For submerged tests, the test soil needed to be saturated before pull-out of the soil nail.
In order to obtain a higher degree of saturation, back water pressure needs to be applied
to the soil sample because of the large volume of the sample. Preventing leakage of
water is difficult during applying back water pressure to a soil nail pull-out box
especially at the location of the nail head because that the nail needs to be pulled out
through the nail head. Enlightened by the mechanism of a traditional triaxial apparatus,
a specially designed waterproof front cap was used to cover the nail head in submerged
pull-out tests. The waterproof front cap could prevent leakage of water under a relative
high (more than 100kPa) pressure and allowed the nail to be pulled out with very low
friction between the rubber O-ring and the steel rod for pull-out. During saturating the
soil and pull-out of the nail, no water leakage was observed and an average degree of
saturation of 98% was found to be achieved by checking the soil after pull-out.

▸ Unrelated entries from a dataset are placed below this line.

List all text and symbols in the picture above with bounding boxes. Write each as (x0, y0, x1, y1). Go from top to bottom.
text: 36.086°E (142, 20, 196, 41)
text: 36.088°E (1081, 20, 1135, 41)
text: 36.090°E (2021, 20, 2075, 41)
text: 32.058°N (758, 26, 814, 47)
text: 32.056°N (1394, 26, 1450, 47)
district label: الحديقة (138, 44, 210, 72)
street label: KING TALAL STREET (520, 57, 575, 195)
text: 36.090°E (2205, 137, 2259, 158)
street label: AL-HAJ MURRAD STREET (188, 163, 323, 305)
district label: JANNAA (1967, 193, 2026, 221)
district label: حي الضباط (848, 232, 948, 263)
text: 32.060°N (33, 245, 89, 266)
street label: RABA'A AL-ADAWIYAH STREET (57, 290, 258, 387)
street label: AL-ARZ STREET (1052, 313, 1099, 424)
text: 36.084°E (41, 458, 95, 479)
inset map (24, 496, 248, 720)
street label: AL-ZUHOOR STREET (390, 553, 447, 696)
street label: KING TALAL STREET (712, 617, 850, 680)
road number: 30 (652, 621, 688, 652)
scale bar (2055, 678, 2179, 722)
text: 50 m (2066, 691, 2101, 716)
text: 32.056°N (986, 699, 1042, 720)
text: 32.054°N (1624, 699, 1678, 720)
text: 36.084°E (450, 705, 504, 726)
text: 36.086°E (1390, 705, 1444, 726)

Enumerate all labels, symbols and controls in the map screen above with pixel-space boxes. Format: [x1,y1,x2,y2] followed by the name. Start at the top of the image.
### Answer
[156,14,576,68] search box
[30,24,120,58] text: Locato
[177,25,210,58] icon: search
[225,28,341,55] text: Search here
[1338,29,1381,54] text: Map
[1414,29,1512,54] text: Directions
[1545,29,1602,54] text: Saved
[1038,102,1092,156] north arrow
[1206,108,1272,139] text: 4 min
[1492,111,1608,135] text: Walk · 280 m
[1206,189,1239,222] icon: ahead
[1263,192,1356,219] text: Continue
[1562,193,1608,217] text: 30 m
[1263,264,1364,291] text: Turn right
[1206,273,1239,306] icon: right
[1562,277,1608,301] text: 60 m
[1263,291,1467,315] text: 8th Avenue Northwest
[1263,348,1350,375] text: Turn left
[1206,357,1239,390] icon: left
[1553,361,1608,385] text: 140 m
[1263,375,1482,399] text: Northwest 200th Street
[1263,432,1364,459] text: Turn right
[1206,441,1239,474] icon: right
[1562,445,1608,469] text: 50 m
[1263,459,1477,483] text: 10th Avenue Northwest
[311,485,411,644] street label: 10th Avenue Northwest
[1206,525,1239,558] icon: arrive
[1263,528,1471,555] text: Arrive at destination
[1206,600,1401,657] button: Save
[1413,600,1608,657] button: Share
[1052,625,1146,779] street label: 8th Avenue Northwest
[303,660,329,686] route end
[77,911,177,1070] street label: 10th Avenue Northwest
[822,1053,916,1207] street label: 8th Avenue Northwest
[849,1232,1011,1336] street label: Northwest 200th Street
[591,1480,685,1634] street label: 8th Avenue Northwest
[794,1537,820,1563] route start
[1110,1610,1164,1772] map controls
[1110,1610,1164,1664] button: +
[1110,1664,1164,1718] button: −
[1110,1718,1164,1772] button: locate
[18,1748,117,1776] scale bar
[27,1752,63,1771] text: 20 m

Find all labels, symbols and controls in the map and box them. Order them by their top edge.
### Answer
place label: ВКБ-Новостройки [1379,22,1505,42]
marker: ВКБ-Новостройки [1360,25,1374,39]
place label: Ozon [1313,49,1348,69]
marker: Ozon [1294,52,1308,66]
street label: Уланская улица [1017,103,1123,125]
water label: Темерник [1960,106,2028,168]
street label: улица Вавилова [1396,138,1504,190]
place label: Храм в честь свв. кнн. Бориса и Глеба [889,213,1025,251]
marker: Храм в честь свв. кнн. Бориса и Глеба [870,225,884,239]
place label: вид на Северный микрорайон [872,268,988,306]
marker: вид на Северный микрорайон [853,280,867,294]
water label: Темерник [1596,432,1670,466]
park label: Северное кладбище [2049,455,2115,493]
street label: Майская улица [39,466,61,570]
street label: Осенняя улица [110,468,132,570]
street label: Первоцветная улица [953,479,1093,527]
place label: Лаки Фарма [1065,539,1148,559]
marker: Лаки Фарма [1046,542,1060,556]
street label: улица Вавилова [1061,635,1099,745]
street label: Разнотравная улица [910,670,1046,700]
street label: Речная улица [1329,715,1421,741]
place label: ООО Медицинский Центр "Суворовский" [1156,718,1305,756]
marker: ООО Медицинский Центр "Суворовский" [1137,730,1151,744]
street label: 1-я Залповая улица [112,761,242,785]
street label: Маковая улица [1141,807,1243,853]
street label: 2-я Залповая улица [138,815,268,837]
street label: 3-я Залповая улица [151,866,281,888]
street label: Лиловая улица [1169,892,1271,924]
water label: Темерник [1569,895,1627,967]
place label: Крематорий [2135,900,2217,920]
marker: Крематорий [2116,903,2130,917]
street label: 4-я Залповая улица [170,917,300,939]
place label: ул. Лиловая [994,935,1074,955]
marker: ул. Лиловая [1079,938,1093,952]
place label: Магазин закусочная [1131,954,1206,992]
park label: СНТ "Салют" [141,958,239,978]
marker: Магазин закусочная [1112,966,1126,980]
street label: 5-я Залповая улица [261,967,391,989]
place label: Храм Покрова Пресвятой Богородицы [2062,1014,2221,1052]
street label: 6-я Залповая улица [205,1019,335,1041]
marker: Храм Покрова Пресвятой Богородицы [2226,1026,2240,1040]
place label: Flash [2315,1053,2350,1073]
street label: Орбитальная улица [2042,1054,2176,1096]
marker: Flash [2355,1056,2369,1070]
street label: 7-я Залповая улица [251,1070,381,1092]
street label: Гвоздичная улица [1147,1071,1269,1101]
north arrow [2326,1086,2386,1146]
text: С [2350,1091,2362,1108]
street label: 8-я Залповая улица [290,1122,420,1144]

The CDG soil was thoroughly remixed and compacted in the box and the extension
chamber in 9 layers (with the maximum thickness of 100mm) with 95% of the
maximum dry density (1.668Mg/m3). For each degree of saturation, the soil was mixed
with water to the target moisture content before compaction. The stress release due to
installation of the soil nail was simulated by drilling the hole after application of the
overburden pressure. The estimated peak pull-out load was divided into 5 loading
increments and applied stepwise. After the peak pull-out resistance was achieved, the
nail was continuously pulled out by displacement control using displacement rates of
1mm/min or about 0.3mm/min for tests in partially saturated and saturated soil
respectively.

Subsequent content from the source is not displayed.